Behind her organisation of the seminars lay her belief that Darwinian science has not been taken seriously. "Darwin has had an unfulfilled promise since 1859, when On the Origin of Species came out, that he could, in Darwin's words, 'throw light on man','' says Cronin. "Yet Darwinian theory has never been seriously applied to humans. In fact not only has it not, but the social sciences and the humanities have turned their backs on Darwinian theory for all sorts of extra-scientific reasons to do with political and ideological objections."
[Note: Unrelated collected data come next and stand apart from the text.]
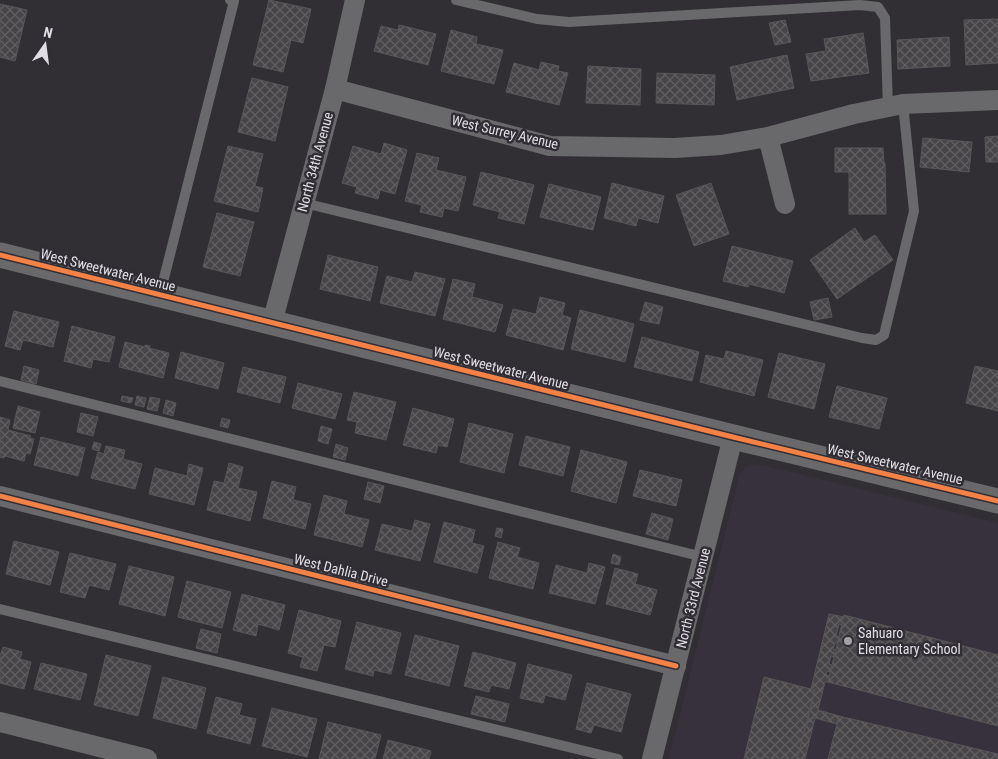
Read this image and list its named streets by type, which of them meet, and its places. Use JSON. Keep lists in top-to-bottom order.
{
  "streets": {
    "street": [
      "West Surrey Avenue",
      "North 34th Avenue",
      "West Sweetwater Avenue",
      "West Dahlia Drive",
      "North 33rd Avenue"
    ]
  },
  "crossings": [
    ["West Surrey Avenue", "North 34th Avenue"],
    ["North 34th Avenue", "West Sweetwater Avenue"],
    ["West Sweetwater Avenue", "North 33rd Avenue"],
    ["West Dahlia Drive", "North 33rd Avenue"]
  ],
  "places": ["Sahuaro Elementary School"],
  "north": "top"
}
Yet in recent years a trail of interesting and fruitful work has come out. So Cronin had new ideas to promote. Her conferences and seminars brought together people who knew one another's work but had never met. Some were Americans, who had never met one another in the US but came together at the LSE and began collaborative research.
Have the seminars brought her aggravation from tomato-throwing students? No, says Cronin. There has been heated discussion, notably at the talk by Devendra Singh, of the University of Texas at Austin, who spoke on the female waist- to-hip-ratio and how it turns men on. It sparked great row over the epidemiology and the clinical findings but that hardly amounted to tomato throwing.
It is, however, standard for the chattering classes to have misgivings about Darwinian thought. That is because people think that biological ideas ignore the environment. They do not appreciate the sophistication of Darwinian thinkers who know genes do not develop in a vacuum and that brains are highly attuned to environmental factors and thus change behaviour. "We are made with inbuilt behavioural dispositions, not rigid behaviour," says Cronin. "And those dispositions are very, very environmentally sensitive."
People also get stuck on eugenics and Hitler, racism and IQ when they talk about Darwin. The great man had a host of views about issues from altruism to beauty but nothing to tell us about IQ or race. Yet this is what the critics jump up and down about first, says Cronin. Sorting out what Darwin can tell us about humans is what the seminars are trying to do.
John Ashworth is chairman of the Board of the British Library. Helena Cronin is co-director of the centre for philosophy of the natural and social sciences, LSE.